▶ [Work item] Within the following material, tally each line that contains the string "edge". Give the tally only.

▶ [Provided material]
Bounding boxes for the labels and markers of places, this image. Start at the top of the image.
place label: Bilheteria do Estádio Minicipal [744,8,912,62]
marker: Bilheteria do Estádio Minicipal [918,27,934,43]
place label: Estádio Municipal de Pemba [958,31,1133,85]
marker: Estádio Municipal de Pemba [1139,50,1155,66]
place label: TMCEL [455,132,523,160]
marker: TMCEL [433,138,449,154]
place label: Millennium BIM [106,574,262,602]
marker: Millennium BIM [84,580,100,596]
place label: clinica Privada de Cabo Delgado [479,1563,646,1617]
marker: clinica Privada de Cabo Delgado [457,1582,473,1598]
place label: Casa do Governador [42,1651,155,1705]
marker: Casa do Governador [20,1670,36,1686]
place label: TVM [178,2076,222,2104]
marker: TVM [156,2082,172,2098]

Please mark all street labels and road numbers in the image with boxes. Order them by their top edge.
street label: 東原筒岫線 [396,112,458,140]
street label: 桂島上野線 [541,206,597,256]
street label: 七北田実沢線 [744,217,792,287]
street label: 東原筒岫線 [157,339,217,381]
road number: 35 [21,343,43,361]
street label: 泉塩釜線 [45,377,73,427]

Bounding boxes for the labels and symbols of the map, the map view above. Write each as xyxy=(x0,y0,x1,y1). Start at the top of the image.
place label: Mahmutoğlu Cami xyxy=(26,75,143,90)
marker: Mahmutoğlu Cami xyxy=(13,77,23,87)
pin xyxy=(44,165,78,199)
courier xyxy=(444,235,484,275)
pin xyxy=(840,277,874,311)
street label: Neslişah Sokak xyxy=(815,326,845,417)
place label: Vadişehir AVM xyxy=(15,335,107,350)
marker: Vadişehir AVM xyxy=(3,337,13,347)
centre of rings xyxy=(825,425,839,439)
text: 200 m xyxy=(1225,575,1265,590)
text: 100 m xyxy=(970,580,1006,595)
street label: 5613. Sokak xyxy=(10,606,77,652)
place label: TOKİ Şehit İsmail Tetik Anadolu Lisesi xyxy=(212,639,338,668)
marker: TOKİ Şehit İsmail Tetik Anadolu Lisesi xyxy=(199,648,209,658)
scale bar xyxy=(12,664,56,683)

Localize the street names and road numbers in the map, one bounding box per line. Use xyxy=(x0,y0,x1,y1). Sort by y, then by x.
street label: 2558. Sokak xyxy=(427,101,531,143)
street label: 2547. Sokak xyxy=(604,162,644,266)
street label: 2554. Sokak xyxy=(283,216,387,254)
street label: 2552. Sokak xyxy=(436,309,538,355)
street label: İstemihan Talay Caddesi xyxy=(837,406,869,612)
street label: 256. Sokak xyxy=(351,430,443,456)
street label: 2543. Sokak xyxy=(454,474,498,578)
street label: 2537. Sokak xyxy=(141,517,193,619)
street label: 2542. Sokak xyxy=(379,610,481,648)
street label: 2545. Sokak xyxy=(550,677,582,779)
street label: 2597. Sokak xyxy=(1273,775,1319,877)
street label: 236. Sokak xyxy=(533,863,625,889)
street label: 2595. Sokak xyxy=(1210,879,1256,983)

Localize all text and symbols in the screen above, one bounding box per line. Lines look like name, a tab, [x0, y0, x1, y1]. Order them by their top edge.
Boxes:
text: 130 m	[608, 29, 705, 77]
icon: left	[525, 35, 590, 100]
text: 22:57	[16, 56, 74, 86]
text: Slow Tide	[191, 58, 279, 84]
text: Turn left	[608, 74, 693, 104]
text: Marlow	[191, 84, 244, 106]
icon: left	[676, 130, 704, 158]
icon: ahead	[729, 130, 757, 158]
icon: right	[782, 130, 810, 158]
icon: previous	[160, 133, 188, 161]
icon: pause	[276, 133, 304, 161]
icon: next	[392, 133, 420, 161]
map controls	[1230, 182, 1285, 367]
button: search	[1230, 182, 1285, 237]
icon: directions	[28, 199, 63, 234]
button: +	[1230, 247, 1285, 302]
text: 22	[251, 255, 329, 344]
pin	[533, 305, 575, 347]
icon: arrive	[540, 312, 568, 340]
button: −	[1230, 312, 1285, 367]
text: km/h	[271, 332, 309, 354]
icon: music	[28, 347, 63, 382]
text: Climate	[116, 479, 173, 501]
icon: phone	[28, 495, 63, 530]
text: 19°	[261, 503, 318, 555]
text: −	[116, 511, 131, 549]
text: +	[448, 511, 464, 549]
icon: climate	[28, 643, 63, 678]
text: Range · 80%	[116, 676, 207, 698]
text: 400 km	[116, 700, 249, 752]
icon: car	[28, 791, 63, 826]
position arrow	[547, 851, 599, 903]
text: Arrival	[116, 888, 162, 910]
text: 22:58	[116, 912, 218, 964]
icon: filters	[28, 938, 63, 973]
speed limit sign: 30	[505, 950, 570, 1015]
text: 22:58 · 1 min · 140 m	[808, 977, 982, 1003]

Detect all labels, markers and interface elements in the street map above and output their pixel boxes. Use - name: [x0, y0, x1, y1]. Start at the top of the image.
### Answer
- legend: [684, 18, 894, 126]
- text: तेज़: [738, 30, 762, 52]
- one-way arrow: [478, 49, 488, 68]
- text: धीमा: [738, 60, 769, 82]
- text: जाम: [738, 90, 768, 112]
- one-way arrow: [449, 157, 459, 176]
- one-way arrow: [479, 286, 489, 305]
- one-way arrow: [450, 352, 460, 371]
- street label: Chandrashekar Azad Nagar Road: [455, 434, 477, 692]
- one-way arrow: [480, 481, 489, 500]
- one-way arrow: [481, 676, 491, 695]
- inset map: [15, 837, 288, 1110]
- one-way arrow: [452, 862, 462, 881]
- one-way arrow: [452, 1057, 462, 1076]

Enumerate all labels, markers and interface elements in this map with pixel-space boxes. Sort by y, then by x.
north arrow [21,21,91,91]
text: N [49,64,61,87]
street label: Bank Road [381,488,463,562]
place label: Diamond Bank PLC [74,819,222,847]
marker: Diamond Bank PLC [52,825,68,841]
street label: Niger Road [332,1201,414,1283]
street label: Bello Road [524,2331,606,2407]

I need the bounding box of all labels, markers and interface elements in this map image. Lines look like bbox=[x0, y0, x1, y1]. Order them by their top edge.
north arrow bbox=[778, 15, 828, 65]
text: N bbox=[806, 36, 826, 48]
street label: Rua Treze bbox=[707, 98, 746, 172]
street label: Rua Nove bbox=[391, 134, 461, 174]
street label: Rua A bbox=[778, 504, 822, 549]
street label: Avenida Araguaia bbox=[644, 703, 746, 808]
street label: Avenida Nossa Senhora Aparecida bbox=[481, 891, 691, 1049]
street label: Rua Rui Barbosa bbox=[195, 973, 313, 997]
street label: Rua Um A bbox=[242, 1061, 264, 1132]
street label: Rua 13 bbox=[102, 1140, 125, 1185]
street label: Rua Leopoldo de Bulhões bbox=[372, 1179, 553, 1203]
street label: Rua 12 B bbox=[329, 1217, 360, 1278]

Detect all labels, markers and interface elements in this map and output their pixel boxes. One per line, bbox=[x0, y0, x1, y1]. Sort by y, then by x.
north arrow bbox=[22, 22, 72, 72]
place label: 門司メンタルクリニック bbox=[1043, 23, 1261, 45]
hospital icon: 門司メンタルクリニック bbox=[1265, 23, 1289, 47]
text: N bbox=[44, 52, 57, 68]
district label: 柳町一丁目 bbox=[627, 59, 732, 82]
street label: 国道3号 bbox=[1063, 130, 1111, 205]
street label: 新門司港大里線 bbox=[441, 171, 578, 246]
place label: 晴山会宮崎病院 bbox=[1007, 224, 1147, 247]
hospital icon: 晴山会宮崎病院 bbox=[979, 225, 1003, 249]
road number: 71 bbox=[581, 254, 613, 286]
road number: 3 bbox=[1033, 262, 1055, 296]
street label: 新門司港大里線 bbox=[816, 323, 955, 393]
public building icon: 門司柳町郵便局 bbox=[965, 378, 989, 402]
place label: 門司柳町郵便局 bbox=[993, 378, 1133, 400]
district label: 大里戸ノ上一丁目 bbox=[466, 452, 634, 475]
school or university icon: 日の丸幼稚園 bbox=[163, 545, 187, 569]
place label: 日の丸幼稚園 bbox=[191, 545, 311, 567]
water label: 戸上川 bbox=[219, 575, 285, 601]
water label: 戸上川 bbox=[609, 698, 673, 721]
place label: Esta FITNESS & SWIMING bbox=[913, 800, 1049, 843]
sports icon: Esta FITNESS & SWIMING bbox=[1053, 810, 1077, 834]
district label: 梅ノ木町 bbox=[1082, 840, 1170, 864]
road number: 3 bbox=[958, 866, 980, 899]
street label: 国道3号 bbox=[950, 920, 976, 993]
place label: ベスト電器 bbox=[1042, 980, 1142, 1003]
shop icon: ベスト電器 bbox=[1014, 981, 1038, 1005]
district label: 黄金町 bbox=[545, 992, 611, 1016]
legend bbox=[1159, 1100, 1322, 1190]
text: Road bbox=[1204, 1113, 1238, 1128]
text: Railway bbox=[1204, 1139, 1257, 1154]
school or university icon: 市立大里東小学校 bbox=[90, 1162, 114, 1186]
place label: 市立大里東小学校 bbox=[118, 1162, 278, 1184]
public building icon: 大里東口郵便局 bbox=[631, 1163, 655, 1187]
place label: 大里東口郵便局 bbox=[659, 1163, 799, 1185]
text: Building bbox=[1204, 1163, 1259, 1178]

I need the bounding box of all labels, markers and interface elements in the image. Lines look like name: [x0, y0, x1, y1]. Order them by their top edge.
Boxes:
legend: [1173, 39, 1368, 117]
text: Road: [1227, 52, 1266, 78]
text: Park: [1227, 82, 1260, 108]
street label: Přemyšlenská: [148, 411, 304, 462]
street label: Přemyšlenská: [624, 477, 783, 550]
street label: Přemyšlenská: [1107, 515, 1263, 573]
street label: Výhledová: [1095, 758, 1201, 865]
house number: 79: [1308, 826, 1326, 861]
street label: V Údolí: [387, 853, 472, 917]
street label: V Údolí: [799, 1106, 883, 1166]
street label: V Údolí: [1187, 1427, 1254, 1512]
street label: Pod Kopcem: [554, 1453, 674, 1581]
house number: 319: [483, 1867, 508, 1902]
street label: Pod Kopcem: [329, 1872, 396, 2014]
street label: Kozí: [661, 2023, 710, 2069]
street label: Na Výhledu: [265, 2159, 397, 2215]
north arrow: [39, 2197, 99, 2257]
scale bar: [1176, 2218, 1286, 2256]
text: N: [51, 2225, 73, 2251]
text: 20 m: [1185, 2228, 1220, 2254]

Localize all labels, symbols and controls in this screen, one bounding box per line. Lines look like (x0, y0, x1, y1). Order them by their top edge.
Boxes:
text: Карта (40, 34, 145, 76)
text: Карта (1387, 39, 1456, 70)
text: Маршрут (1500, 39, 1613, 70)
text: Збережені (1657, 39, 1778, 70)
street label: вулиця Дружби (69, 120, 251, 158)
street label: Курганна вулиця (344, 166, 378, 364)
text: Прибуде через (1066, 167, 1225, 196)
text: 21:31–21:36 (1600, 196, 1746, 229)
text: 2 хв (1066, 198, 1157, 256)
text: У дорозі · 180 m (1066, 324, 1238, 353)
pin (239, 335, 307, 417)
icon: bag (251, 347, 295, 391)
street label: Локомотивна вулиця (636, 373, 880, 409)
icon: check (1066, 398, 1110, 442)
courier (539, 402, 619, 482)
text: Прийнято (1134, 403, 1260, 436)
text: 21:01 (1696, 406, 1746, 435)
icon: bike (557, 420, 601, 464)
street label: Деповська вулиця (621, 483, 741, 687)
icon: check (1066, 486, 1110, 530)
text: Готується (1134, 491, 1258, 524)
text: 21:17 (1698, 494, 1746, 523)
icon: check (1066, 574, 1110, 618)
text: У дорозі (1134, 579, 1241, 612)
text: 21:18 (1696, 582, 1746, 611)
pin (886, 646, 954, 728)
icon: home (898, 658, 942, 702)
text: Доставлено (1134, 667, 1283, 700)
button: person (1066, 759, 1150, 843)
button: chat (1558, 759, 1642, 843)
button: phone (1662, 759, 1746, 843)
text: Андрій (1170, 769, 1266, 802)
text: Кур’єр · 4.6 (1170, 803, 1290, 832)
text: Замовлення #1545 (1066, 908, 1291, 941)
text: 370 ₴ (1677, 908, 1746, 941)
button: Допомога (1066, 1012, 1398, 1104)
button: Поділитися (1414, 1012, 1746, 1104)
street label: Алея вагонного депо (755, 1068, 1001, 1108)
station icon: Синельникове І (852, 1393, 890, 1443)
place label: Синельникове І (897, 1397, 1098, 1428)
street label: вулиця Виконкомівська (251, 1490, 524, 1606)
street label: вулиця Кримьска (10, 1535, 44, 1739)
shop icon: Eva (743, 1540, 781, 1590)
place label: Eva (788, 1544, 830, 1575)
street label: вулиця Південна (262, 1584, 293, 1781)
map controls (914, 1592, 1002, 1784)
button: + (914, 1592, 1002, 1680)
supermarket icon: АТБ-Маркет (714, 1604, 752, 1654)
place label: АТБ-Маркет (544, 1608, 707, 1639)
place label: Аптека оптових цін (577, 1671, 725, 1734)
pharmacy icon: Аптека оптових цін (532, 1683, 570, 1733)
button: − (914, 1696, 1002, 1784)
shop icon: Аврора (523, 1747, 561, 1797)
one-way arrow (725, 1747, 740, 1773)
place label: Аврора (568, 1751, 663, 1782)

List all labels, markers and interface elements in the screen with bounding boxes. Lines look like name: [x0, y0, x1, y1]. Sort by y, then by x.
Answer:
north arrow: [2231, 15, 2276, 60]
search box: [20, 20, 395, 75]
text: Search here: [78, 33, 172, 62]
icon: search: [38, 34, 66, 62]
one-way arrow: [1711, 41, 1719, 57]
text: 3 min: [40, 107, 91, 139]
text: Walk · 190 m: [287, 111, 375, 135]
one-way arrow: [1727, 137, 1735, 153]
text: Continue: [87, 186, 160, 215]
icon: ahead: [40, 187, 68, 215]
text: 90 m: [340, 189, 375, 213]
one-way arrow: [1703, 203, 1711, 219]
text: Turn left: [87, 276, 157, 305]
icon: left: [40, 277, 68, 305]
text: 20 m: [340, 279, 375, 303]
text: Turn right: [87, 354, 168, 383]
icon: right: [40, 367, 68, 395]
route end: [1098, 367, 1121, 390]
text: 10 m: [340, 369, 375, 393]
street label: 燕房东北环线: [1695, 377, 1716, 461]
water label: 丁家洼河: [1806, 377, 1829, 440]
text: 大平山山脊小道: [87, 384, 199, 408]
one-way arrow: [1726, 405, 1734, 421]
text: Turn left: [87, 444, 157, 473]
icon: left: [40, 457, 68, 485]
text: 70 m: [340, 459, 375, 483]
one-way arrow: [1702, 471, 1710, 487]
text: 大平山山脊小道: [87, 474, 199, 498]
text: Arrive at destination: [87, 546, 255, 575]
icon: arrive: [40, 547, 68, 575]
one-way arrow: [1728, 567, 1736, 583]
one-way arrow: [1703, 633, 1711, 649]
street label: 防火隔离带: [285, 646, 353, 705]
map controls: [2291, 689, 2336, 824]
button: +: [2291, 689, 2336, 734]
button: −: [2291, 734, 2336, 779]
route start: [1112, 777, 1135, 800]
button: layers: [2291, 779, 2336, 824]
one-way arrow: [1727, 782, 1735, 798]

▶ [Problem solution] 5